Too often shrinks tell us what and how to think; to think positive and deny what our body is importuning all of the time. When doctors have little access to feeling, they can manufacture a therapy that offers us little access, as well. When we ignore access, all the other ways of therapy become alleviating, palliatives, quick-fixes, and don't last. That doesn't stop millions from trying it. They seem to want to learn how to stuff back those naughty feelings. Yet it is so much easier and freer to let it all out. But all of these old conventional theories come out of ancient times when feelings were an anathema. Feelings became equated with nuttiness; true to this day. You know, "John is so emotional. We need to be careful around him. " Or, "so and so can't think straight because he is so emotional. " What this usually meant was that his feelings overwhelmed his rational mind. So long as his feelings meld with understanding he is rational.

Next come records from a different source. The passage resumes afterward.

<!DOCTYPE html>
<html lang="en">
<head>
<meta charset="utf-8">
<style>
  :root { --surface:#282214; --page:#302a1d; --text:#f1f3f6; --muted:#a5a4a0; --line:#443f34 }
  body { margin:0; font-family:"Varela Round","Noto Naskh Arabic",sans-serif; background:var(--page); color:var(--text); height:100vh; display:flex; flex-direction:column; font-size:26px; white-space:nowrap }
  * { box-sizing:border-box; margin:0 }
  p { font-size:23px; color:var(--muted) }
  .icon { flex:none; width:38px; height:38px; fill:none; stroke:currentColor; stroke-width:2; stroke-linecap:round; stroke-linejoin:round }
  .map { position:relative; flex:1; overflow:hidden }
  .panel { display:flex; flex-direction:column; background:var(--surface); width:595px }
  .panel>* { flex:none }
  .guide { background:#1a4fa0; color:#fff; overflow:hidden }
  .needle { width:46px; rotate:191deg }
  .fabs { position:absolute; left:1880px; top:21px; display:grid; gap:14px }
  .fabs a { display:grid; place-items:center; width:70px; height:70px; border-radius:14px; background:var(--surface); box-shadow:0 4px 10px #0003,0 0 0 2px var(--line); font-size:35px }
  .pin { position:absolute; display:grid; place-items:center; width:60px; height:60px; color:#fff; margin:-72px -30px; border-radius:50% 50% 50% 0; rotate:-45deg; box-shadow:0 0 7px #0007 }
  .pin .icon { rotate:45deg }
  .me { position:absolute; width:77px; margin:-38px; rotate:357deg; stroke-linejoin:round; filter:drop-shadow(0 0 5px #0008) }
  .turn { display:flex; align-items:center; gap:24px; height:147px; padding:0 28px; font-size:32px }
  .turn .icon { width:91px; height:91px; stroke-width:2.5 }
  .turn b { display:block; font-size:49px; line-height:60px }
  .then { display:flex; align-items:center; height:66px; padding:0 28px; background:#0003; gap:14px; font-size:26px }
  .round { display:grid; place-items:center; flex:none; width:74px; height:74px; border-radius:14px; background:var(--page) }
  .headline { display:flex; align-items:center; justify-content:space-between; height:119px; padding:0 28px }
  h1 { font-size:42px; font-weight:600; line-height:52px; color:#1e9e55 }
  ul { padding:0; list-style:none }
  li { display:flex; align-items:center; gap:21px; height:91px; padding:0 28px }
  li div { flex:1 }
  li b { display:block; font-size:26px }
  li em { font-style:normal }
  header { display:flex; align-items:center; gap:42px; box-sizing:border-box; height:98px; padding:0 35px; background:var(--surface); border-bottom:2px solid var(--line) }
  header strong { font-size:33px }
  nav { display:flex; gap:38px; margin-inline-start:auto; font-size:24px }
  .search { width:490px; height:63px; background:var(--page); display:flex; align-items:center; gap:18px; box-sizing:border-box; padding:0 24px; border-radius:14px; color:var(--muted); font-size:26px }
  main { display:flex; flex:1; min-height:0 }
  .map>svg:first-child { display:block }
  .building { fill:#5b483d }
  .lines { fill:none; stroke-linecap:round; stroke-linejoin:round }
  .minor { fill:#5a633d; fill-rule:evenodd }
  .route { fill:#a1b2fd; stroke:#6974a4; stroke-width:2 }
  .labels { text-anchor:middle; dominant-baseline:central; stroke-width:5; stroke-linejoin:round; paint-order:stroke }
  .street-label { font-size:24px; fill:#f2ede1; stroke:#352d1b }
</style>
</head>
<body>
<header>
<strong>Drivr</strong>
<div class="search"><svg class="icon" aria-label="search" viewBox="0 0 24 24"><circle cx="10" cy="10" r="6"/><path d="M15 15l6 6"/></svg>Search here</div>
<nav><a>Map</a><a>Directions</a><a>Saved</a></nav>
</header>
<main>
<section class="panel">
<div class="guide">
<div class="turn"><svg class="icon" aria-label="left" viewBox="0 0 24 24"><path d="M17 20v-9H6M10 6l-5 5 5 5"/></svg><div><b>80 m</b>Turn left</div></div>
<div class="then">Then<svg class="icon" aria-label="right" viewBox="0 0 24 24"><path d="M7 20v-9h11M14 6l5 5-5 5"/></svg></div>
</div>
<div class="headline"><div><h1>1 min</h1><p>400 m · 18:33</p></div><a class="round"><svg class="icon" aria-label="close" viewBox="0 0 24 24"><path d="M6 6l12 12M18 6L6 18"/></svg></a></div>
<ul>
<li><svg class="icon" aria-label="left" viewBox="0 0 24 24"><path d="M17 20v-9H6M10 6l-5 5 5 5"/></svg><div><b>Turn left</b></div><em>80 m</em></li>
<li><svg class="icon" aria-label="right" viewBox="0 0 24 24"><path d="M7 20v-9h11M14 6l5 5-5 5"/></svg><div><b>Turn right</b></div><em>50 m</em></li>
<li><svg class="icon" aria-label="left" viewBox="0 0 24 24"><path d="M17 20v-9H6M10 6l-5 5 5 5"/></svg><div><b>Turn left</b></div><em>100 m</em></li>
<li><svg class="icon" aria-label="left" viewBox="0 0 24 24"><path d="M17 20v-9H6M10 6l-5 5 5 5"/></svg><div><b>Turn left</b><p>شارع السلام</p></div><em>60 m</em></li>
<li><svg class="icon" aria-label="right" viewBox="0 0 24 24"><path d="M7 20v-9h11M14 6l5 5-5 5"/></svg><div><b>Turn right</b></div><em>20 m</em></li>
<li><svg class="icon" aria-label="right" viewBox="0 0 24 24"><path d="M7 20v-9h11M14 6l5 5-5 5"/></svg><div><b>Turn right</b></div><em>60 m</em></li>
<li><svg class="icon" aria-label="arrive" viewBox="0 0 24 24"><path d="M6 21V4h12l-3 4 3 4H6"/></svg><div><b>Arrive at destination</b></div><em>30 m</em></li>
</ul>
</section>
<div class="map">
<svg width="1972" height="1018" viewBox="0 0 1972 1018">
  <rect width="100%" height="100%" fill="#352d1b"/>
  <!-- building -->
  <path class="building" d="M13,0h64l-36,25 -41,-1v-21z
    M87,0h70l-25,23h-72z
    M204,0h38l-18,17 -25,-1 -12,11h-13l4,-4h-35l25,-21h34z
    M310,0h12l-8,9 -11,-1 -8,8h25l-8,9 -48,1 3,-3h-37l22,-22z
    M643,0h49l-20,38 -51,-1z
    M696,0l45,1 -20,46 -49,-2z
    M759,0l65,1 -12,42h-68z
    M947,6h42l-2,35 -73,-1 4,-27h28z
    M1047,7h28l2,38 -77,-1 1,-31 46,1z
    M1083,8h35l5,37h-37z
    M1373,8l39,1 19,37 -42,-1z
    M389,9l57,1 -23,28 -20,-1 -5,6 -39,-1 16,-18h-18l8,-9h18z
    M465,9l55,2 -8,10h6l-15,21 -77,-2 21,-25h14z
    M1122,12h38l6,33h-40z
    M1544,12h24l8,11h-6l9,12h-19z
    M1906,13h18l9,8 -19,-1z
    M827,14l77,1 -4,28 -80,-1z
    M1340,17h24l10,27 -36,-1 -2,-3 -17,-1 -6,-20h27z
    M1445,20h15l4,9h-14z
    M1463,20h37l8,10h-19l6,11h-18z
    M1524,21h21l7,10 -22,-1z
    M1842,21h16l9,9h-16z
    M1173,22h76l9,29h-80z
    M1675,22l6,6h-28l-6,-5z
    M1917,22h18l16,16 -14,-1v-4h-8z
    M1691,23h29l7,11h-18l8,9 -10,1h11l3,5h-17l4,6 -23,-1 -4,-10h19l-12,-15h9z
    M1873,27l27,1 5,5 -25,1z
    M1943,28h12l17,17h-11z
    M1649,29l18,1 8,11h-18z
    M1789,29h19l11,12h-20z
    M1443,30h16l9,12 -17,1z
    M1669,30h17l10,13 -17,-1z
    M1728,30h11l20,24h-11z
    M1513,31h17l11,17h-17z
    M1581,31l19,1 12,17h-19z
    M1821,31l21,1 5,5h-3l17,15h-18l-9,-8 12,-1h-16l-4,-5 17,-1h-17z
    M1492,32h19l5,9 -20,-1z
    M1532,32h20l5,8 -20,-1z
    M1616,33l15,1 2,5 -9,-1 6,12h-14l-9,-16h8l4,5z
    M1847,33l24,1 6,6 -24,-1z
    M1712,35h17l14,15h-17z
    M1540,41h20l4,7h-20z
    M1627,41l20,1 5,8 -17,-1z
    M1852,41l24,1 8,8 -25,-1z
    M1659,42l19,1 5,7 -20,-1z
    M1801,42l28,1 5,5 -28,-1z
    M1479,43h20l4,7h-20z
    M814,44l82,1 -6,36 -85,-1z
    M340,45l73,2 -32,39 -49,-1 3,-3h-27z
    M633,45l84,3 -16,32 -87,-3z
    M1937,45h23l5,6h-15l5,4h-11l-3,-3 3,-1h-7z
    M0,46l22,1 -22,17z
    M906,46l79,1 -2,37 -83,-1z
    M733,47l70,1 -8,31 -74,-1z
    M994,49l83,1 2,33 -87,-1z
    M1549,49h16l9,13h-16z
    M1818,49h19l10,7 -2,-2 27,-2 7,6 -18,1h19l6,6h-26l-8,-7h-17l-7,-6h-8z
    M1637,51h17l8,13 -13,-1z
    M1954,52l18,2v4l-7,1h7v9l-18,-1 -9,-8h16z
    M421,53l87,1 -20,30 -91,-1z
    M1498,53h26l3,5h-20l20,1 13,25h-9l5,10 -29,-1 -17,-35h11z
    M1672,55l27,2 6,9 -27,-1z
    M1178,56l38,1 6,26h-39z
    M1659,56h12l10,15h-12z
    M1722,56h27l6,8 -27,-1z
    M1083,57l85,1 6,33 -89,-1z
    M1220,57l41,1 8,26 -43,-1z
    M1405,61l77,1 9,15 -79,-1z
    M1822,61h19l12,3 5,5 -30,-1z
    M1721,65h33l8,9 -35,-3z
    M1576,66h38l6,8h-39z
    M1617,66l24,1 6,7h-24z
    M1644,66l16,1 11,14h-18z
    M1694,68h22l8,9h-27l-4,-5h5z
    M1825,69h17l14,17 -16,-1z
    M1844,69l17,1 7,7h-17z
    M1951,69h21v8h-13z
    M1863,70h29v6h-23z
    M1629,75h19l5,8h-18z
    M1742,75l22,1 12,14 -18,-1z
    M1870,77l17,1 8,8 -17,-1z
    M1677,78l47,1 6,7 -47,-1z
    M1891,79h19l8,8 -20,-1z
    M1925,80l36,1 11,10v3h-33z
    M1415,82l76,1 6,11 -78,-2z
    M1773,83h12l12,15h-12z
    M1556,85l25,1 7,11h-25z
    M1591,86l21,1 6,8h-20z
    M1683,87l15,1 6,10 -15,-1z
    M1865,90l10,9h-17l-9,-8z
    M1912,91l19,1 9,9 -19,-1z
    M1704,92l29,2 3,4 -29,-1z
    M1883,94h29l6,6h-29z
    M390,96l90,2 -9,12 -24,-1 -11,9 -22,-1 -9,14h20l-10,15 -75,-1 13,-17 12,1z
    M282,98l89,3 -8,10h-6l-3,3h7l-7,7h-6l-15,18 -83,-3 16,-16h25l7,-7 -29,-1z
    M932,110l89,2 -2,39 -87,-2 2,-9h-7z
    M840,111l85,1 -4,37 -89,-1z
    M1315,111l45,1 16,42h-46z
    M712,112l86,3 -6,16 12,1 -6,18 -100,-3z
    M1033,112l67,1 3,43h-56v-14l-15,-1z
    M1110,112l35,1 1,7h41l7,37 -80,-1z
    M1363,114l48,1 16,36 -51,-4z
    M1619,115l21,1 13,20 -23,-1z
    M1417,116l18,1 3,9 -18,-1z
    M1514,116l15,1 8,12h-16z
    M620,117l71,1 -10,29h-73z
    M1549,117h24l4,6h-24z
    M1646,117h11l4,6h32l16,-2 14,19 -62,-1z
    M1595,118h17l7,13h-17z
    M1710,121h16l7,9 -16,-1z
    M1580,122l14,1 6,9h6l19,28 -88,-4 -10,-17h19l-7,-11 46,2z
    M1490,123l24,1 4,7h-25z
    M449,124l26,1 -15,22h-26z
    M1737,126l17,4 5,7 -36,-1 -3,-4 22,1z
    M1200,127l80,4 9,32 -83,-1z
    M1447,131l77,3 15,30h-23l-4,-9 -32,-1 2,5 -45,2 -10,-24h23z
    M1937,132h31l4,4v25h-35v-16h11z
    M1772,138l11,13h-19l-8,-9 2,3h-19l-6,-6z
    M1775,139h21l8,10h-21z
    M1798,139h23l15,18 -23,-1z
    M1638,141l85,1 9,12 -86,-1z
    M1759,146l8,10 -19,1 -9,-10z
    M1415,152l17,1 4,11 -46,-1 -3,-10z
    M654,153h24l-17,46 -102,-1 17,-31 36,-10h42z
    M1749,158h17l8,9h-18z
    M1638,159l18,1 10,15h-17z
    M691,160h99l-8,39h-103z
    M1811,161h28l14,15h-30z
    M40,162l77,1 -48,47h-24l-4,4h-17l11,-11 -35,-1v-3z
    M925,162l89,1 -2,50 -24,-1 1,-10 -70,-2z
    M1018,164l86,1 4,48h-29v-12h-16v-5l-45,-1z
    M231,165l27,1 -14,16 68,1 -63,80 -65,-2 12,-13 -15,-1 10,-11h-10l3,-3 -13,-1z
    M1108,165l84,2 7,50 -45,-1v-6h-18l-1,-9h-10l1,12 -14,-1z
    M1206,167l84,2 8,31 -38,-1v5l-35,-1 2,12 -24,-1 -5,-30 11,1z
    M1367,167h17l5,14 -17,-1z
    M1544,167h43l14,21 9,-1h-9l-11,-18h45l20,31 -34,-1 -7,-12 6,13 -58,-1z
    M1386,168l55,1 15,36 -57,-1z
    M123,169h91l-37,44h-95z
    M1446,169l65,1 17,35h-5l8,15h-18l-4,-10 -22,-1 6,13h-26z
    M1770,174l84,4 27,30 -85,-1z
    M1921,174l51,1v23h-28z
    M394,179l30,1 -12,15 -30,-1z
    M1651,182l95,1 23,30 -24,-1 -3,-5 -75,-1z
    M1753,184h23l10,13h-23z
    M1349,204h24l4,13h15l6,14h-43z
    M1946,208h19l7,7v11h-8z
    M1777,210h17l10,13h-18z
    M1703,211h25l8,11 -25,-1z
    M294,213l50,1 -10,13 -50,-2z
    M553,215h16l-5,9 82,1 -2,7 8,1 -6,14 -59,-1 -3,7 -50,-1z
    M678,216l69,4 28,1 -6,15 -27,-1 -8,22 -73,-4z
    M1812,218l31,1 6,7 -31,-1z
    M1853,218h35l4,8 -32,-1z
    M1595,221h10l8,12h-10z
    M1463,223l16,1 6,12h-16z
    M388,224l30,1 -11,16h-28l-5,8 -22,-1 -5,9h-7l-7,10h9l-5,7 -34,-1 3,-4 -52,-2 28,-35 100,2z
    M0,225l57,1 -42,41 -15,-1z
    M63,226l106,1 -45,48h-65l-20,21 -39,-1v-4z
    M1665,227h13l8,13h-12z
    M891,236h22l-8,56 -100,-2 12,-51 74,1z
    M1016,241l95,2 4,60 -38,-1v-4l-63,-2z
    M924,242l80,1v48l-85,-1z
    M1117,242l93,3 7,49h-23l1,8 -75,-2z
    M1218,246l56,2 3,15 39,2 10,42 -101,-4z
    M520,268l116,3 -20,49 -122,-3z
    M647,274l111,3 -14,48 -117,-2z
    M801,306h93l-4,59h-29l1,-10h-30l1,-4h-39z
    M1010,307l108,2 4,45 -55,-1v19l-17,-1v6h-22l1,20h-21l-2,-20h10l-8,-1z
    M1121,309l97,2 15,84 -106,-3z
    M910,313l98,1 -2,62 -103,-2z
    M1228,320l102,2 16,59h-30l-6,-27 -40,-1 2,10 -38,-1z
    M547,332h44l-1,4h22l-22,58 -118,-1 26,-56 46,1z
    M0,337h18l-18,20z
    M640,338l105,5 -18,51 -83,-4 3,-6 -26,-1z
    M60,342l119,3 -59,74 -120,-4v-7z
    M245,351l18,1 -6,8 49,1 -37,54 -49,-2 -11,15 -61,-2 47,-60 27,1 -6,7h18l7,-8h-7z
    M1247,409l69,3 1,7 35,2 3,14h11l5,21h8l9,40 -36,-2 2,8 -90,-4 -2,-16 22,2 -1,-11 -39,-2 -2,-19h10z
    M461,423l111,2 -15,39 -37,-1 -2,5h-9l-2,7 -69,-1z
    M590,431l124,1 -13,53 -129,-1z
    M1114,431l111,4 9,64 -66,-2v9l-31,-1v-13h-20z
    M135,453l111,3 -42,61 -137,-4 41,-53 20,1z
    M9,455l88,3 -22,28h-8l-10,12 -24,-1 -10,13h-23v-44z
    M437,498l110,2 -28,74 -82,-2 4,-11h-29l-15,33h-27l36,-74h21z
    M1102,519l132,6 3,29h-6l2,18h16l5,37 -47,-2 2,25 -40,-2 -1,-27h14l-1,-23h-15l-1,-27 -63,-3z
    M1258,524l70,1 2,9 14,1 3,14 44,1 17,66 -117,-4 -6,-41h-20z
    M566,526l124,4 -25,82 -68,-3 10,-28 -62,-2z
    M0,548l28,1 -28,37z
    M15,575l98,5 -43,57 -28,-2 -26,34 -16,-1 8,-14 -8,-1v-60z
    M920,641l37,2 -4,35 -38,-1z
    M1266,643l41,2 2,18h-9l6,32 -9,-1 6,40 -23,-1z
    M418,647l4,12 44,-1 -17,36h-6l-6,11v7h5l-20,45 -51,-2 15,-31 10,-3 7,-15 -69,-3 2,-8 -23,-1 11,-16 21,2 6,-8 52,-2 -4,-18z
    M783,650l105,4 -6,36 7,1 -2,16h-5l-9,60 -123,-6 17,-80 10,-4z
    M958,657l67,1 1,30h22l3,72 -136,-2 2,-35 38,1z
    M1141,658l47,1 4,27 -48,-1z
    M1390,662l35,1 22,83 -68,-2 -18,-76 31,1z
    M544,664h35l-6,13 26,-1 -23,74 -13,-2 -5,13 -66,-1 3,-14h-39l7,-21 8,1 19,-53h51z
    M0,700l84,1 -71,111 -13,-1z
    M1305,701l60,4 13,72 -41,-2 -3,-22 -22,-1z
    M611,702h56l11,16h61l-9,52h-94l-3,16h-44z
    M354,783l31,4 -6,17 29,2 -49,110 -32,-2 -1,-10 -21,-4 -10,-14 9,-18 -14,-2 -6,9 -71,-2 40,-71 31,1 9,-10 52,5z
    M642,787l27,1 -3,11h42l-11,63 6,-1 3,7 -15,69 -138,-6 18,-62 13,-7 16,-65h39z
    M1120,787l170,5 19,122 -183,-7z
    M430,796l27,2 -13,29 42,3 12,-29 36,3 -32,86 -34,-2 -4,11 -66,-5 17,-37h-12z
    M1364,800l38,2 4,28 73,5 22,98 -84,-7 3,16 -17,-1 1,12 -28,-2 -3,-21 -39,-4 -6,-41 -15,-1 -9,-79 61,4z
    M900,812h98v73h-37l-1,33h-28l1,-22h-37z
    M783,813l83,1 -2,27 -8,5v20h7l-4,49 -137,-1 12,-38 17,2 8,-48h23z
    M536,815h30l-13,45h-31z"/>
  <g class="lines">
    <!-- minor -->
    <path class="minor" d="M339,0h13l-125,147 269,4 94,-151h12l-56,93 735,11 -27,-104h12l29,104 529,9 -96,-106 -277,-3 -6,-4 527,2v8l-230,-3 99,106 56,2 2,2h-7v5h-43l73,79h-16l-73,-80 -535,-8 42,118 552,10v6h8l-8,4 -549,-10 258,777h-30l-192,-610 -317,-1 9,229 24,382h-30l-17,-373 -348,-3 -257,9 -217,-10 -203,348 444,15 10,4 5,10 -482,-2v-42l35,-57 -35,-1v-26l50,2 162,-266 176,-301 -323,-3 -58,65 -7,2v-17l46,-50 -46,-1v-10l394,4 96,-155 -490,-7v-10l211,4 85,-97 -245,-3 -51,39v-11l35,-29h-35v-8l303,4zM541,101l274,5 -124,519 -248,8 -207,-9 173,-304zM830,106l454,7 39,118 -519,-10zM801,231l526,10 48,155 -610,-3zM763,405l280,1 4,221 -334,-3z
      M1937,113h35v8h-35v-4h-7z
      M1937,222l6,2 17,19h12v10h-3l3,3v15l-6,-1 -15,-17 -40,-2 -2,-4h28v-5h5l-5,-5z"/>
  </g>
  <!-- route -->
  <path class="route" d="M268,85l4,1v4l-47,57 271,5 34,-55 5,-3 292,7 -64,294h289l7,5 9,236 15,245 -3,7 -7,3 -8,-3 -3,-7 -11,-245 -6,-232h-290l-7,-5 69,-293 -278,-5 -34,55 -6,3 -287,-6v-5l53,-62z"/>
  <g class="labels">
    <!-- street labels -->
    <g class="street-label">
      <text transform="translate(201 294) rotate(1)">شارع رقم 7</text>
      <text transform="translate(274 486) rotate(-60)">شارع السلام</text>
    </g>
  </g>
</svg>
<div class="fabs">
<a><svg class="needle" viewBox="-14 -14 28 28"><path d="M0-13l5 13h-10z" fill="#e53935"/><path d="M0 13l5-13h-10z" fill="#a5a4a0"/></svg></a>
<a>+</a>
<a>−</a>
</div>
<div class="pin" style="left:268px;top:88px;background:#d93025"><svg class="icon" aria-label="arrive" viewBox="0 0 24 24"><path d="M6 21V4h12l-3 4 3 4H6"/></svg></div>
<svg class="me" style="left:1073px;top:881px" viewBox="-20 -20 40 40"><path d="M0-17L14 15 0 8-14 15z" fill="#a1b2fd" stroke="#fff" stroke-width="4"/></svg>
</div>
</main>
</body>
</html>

It seems to be true that the only way we are willing to go deep into ourself in therapy is if we are already suffering; which means that the pain has risen into conscious/awareness. Otherwise, we seem to look for a little touch-up, a bit of suppression so that we can go on with our neurosis. We don't seem to want change; we want to make our neurosis work.. I believe that in doing that we are surely shortening our life. The pain doesn't leave; it stays and agitates and eventually will get at our heart or brain. There is no escape, just evasion.